PROBLEM TO SOLVE >> Scan the listing below. Copy each line that contains "overflow".

SUPPLIED DATA >>
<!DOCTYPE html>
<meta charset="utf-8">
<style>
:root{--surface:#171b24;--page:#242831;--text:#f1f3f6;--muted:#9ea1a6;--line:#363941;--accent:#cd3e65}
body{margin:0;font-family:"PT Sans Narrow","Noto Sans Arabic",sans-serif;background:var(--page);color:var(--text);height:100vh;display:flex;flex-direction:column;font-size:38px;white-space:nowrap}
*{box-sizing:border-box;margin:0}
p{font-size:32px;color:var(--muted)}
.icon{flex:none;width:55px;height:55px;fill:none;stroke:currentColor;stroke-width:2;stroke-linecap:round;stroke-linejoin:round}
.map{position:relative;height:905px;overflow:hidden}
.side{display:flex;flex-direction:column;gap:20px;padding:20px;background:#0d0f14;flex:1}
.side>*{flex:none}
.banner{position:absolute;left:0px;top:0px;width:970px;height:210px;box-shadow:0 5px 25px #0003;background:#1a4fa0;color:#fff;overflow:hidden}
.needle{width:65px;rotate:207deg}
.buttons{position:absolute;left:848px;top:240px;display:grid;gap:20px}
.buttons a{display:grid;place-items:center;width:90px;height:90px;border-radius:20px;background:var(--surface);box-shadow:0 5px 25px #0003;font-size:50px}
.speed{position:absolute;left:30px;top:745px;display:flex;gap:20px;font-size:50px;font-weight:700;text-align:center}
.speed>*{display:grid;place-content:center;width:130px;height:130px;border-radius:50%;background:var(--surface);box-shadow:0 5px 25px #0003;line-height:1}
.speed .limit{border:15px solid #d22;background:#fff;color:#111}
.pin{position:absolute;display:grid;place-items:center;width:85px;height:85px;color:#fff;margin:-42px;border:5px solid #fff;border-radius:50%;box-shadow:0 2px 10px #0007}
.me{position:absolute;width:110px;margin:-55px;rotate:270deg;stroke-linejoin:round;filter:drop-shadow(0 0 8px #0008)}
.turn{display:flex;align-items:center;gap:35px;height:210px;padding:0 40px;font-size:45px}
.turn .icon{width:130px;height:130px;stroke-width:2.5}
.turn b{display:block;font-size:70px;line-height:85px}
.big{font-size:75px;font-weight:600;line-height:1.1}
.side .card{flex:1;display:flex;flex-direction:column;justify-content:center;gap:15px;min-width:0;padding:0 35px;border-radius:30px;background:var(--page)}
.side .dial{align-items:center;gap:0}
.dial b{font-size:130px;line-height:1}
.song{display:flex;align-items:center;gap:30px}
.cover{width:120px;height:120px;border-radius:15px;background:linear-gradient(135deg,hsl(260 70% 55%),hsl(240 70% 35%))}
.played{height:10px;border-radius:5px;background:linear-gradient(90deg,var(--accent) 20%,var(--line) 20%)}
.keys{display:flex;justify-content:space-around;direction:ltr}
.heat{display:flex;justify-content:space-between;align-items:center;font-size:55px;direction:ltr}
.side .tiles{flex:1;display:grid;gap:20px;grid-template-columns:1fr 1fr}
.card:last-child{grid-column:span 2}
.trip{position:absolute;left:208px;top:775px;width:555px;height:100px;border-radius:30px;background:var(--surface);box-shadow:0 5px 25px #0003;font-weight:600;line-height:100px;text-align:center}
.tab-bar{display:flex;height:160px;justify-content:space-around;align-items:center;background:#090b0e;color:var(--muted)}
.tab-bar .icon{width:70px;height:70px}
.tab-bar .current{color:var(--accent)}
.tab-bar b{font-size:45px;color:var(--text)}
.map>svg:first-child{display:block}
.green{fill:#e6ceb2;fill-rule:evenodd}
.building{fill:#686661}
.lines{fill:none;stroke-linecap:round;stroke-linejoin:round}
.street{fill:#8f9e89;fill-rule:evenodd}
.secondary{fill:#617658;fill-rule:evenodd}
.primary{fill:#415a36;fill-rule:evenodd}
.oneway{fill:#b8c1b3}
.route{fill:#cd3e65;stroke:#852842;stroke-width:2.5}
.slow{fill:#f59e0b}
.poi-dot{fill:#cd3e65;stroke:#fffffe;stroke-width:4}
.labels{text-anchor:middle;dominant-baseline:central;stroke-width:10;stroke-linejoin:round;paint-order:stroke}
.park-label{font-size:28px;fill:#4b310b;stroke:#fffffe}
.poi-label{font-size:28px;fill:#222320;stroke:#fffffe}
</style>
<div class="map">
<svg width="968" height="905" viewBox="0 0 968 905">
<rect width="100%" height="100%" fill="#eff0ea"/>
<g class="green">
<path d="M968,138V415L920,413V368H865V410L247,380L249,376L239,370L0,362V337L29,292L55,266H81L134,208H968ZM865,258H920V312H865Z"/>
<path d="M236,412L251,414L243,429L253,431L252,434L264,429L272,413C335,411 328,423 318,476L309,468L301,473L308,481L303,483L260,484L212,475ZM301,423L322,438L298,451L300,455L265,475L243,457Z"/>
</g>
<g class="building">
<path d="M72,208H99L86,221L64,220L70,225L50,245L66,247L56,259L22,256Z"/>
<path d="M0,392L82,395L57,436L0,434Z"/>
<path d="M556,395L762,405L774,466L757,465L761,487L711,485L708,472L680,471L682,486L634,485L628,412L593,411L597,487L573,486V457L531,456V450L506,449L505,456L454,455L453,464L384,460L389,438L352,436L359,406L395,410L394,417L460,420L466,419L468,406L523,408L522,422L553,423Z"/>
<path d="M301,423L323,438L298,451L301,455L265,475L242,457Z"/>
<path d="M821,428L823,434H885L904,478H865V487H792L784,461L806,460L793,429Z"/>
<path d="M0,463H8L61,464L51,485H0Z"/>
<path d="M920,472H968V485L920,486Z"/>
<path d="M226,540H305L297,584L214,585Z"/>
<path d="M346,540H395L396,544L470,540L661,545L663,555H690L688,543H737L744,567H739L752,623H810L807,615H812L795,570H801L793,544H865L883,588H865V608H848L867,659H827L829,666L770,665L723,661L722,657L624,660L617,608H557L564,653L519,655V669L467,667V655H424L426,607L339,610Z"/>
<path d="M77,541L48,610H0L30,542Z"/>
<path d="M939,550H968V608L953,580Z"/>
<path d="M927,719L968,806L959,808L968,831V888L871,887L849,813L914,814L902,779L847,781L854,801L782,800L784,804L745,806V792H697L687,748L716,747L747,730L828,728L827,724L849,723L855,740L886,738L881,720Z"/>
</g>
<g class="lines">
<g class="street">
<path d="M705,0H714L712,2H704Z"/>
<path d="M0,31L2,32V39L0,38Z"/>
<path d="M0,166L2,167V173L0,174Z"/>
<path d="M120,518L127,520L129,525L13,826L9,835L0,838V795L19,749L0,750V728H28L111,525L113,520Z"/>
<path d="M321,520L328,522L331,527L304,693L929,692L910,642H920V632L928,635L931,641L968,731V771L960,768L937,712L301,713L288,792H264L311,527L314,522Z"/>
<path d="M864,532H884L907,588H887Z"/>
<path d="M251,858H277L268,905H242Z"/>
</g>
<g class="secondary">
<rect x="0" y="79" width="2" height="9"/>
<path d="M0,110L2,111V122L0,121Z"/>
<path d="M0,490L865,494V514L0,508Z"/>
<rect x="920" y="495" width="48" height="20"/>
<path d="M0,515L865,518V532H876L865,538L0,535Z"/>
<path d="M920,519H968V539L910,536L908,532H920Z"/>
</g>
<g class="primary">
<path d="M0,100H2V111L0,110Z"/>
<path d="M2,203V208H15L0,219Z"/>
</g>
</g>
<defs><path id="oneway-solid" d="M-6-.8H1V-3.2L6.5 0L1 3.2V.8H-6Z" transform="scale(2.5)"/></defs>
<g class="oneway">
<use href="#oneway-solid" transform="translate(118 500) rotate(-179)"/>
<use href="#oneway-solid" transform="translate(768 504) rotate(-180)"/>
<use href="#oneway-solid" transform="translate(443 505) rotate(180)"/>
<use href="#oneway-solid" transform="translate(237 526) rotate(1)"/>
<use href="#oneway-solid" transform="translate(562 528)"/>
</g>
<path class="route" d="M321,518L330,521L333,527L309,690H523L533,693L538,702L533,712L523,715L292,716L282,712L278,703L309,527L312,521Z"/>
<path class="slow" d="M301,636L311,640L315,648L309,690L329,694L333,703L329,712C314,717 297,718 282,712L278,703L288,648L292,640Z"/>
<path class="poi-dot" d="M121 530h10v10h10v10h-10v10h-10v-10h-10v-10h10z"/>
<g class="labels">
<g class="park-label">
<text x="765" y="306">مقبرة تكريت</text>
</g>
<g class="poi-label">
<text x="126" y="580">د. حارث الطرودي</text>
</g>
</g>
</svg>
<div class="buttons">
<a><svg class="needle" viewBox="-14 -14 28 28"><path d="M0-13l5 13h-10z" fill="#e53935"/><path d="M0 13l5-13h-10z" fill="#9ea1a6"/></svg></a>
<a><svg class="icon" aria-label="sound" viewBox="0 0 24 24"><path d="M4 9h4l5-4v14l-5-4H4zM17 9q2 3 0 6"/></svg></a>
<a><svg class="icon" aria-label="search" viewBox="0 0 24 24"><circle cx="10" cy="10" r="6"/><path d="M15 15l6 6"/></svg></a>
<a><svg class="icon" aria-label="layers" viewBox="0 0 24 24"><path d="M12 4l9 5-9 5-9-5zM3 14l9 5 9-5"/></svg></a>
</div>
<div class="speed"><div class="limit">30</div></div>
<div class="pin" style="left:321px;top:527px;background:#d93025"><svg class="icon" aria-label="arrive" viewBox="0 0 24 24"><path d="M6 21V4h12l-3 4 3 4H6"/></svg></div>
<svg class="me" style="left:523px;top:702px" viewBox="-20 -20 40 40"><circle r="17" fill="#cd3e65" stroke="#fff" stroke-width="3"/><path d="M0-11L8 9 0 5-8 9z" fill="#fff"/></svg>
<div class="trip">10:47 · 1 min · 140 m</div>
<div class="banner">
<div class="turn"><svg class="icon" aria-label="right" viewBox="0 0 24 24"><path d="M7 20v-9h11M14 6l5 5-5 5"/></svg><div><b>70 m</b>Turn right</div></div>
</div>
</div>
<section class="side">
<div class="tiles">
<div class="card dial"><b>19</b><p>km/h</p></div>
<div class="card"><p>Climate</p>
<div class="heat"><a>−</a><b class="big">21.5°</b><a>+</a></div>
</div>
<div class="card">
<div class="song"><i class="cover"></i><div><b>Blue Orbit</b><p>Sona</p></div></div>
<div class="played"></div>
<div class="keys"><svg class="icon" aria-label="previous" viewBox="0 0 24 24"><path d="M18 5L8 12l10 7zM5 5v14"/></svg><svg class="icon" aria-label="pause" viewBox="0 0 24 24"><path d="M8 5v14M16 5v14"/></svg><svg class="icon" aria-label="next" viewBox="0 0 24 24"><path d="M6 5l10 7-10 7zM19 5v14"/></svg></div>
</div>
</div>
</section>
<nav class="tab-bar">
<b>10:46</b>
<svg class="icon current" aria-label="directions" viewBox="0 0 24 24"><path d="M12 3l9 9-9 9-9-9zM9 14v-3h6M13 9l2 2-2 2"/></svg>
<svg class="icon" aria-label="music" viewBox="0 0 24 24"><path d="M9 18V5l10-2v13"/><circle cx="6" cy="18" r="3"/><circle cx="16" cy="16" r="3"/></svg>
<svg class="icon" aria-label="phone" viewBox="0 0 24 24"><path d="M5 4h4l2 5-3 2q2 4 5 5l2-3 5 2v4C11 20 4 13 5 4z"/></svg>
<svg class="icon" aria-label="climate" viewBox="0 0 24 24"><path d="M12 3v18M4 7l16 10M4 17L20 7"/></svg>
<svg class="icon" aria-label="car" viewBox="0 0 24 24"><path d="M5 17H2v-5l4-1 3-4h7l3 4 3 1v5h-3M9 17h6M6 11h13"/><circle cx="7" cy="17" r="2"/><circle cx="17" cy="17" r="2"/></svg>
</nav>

ANSWER >>
.map{position:relative;height:905px;overflow:hidden}
.banner{position:absolute;left:0px;top:0px;width:970px;height:210px;box-shadow:0 5px 25px #0003;background:#1a4fa0;color:#fff;overflow:hidden}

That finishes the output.